President Arroyo’s lifting of Executive Order 839, which required petroleum players to maintain their prices at Oct. 15 levels, took effect last Monday.
Surprisingly, no price hikes were implemented on Monday although some retail stations did not sell fuel.
At the Senate yesterday, Energy Secretary Angelo Reyes got a scolding from senators for mishandling the current oil situation, causing panic and apprehension to the public.
Sen. Joker Arroyo said Reyes should be more circumspect next time in dealing with the crisis that arose from EO 839. Arroyo said Reyes “mishandled” the situation with his statement that there were only eight to 13 days’ supply of fuel left.
“All I am saying is… when the secretary of energy said there is supply of eight to 13 days, what gets into our heads is the storage facilities in Pandacan do not have any reserves,” Arroyo said. “You can imagine the repercussions.”
Reyes clarified that the statement attributed to him was based on feedback from one of the small oil players, and that this clarification was not highlighted by media.
Since the EO’s issuance on Oct. 23, global crude costs have been on an uptrend.
The average price of Dubai crude – the pricing benchmark used by oil refiners – has reached $78 per barrel this month as against last month’s $73 per barrel.
Contract prices of LPG rose to $660 per metric ton this month from $589 per MT in October.
Arnel Ty, LPG Marketers Association president, said they would likely increase their LPG prices by P3 per kilo next month.
Zero duty backed
Meanwhile, Pilipinas Shell Petroleum Corp. has expressed support for the reduction of the Most Favored Nation (MFN) rates for crude from three percent to zero percent.
“We support the proposal to reduce the duty rate from three to zero percent for crude oil, to include even those sourced from non-ASEAN countries, in order to ensure the continued viability of the petroleum refining industry in the Philippines,” Shell said in a position paper.
“Unequal tariff rates applied to crude sourced by Philippine refiners from non-ASEAN countries and imports from ASEAN countries will eventually result in the decimation of the local refinery business,” Shell said.
“There are more significant benefits to the government for maintaining a domestic or local refining business in the country.
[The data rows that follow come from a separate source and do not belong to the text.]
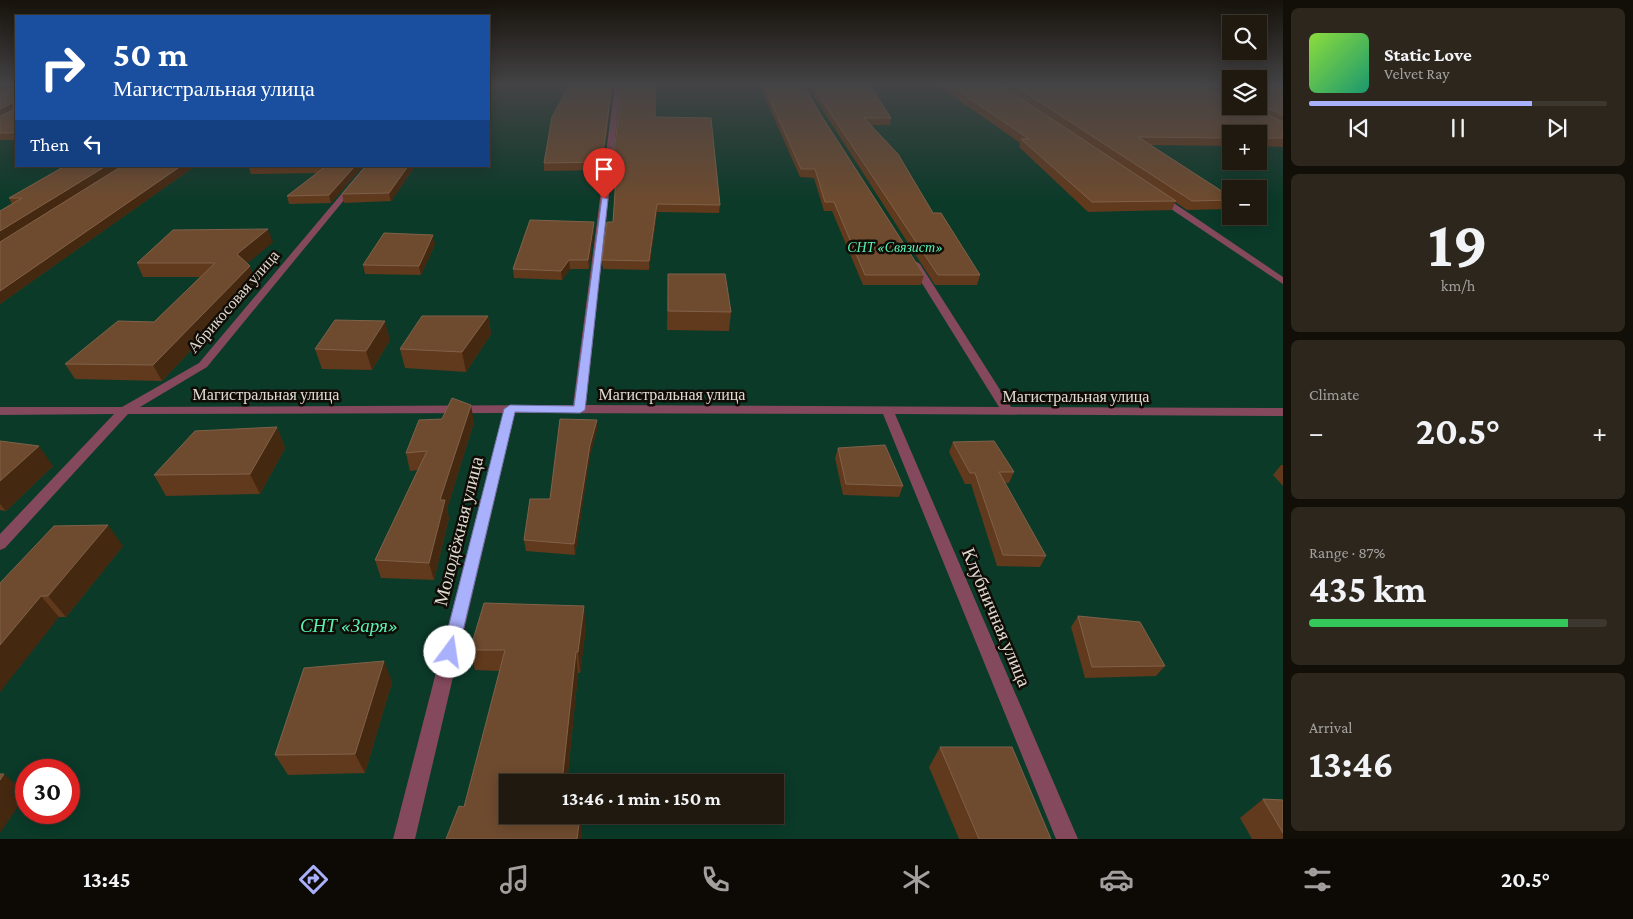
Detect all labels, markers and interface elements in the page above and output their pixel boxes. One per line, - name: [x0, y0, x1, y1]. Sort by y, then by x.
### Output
- map controls: [1222, 15, 1267, 225]
- button: search: [1222, 15, 1267, 60]
- icon: right: [30, 35, 95, 100]
- text: 50 m: [113, 35, 188, 74]
- text: Static Love: [1384, 44, 1472, 65]
- text: Velvet Ray: [1384, 65, 1450, 82]
- button: layers: [1222, 70, 1267, 115]
- text: Магистральная улица: [113, 76, 315, 101]
- icon: previous: [1345, 114, 1373, 142]
- icon: pause: [1444, 114, 1472, 142]
- icon: next: [1543, 114, 1571, 142]
- button: +: [1222, 125, 1267, 170]
- icon: left: [79, 130, 107, 158]
- text: Then: [30, 134, 69, 155]
- pin: [583, 148, 625, 199]
- icon: arrive: [590, 155, 618, 183]
- button: −: [1222, 180, 1267, 225]
- text: 19: [1428, 208, 1488, 280]
- park label: СНТ «Связист»: [847, 239, 943, 255]
- street label: Абрикосовая улица: [184, 247, 283, 357]
- text: km/h: [1441, 277, 1475, 294]
- street label: Магистральная улица: [193, 386, 339, 404]
- street label: Магистральная улица: [599, 386, 745, 404]
- text: Climate: [1309, 386, 1359, 403]
- street label: Магистральная улица: [1003, 388, 1149, 406]
- text: 20.5°: [1416, 410, 1500, 452]
- text: −: [1309, 417, 1324, 448]
- text: +: [1592, 417, 1607, 448]
- street label: Молодёжная улица: [430, 454, 487, 608]
- text: Range · 87%: [1309, 544, 1385, 561]
- street label: Клубничная улица: [958, 545, 1035, 690]
- text: 435 km: [1309, 568, 1426, 610]
- park label: СНТ «Заря»: [300, 615, 398, 636]
- position arrow: [423, 625, 475, 677]
- text: Arrival: [1309, 719, 1353, 736]
- text: 13:46: [1309, 743, 1394, 785]
- speed limit sign: 30: [15, 759, 80, 824]
- text: 13:46 · 1 min · 150 m: [562, 788, 721, 809]
- icon: directions: [296, 862, 331, 897]
- icon: music: [497, 862, 532, 897]
- icon: phone: [698, 862, 733, 897]
- icon: climate: [899, 862, 934, 897]
- icon: car: [1099, 862, 1134, 897]
- icon: filters: [1300, 862, 1335, 897]
- text: 13:45: [83, 867, 131, 892]
- text: 20.5°: [1501, 867, 1550, 892]

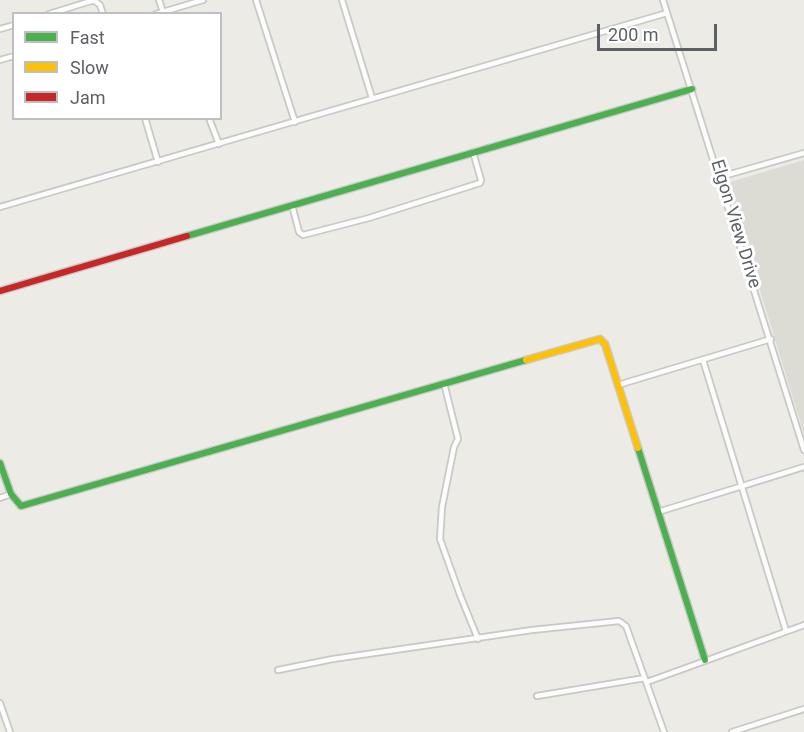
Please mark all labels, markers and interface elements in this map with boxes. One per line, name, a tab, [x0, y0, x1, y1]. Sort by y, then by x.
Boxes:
legend	[12, 12, 222, 120]
scale bar	[600, 12, 720, 50]
text: 200 m	[608, 24, 659, 45]
text: Fast	[70, 27, 105, 48]
text: Slow	[70, 57, 109, 78]
text: Jam	[70, 87, 106, 108]
street label: Elgon View Drive	[705, 157, 765, 291]

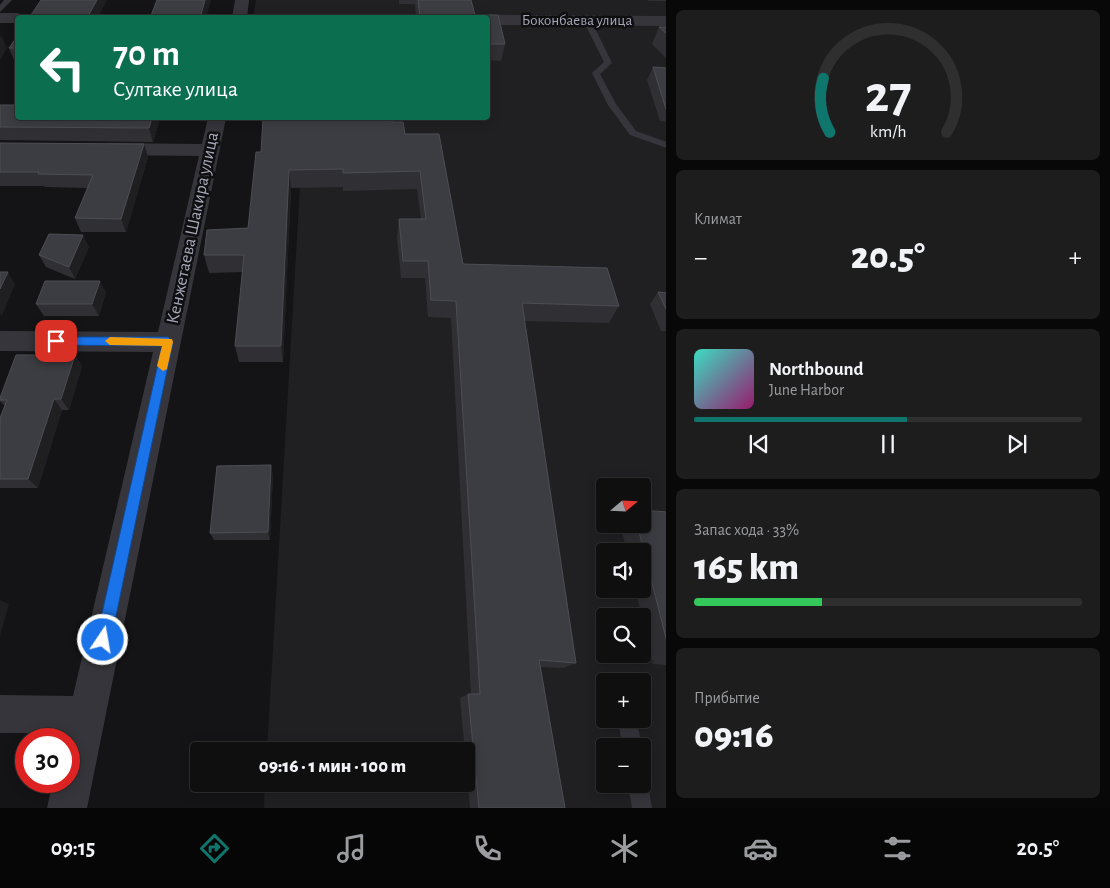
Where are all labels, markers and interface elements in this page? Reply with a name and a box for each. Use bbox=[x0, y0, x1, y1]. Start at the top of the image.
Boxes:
street label: Боконбаева улица bbox=[522, 13, 632, 28]
icon: left bbox=[30, 35, 95, 100]
text: 70 m bbox=[113, 37, 180, 72]
text: 27 bbox=[865, 69, 911, 121]
text: Султаке улица bbox=[113, 78, 238, 100]
text: km/h bbox=[870, 123, 906, 141]
street label: Кенжетаева Шакира улица bbox=[164, 131, 222, 325]
text: Климат bbox=[694, 211, 742, 227]
text: 20.5° bbox=[851, 238, 925, 276]
text: − bbox=[694, 244, 707, 272]
text: + bbox=[1069, 244, 1082, 272]
pin bbox=[35, 320, 77, 362]
icon: arrive bbox=[42, 327, 70, 355]
text: Northbound bbox=[769, 360, 864, 379]
text: June Harbor bbox=[769, 382, 844, 398]
icon: previous bbox=[745, 430, 773, 458]
icon: pause bbox=[874, 430, 902, 458]
icon: next bbox=[1003, 430, 1031, 458]
north arrow bbox=[596, 478, 651, 532]
map controls bbox=[596, 478, 651, 793]
text: Запас хода · 33% bbox=[694, 522, 799, 538]
button: sound bbox=[596, 543, 651, 598]
text: 165 km bbox=[694, 549, 799, 587]
button: search bbox=[596, 608, 651, 663]
position arrow bbox=[76, 613, 128, 665]
button: + bbox=[596, 673, 651, 728]
text: Прибытие bbox=[694, 690, 760, 706]
text: 09:16 bbox=[694, 717, 774, 755]
speed limit sign: 30 bbox=[15, 728, 80, 793]
button: − bbox=[596, 738, 651, 793]
text: 09:16 · 1 мин · 100 m bbox=[259, 757, 406, 776]
icon: directions bbox=[197, 831, 232, 866]
icon: music bbox=[334, 831, 369, 866]
icon: phone bbox=[470, 831, 505, 866]
icon: climate bbox=[607, 831, 642, 866]
icon: car bbox=[743, 831, 778, 866]
icon: filters bbox=[880, 831, 915, 866]
text: 09:15 bbox=[51, 837, 95, 859]
text: 20.5° bbox=[1016, 837, 1059, 859]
Beyond raw dollars-and-cents statistics of investments, there are related economic benefits of domestic refining,” it added.
More time for Shell
Meanwhile, Bureau of Customs commissioner Napoleon Morales said the bureau is open to allowing Shell to settle its back taxes of more than P7 billion by Dec. 31.
Morales told reporters that Shell president Ed Chua had reportedly called up to schedule a meeting tomorrow at 2 p.m.
Morales said he did not know why Chua requested for a meeting, but the request came days after the BOC sent a letter to Shell country tax manager Nigel Avila demanding the immediate payment of the back excise taxes that covered the importation of unleaded gasoline declared as Catalytic Crack Gasoline (CCG) from 2004 to 2009.
The CCG shipments reportedly landed at the Port of Batangas.
The agency has threatened to put on hold the release of future shipments of CCG unless the back taxes are paid.
“If they would offer a compromise then we would talk about it. Maybe I would give them until yearend to pay even on staggered basis because we really need the money,” Morales said.
The BOC has been encountering difficulty in meeting its monthly collection targets. BOC attributed the problem to lower import volume resulting from the global economic crisis.
Morales said the problem is evident in Manila’s bargain district of Divisoria despite the coming Christmas season.
“Before, when you go to Divisoria at this time it would be difficult to walk but now there is still some space to walk around,” he said. Divisoria is also famous – or notorious – for its vast supply of cheap smuggled goods.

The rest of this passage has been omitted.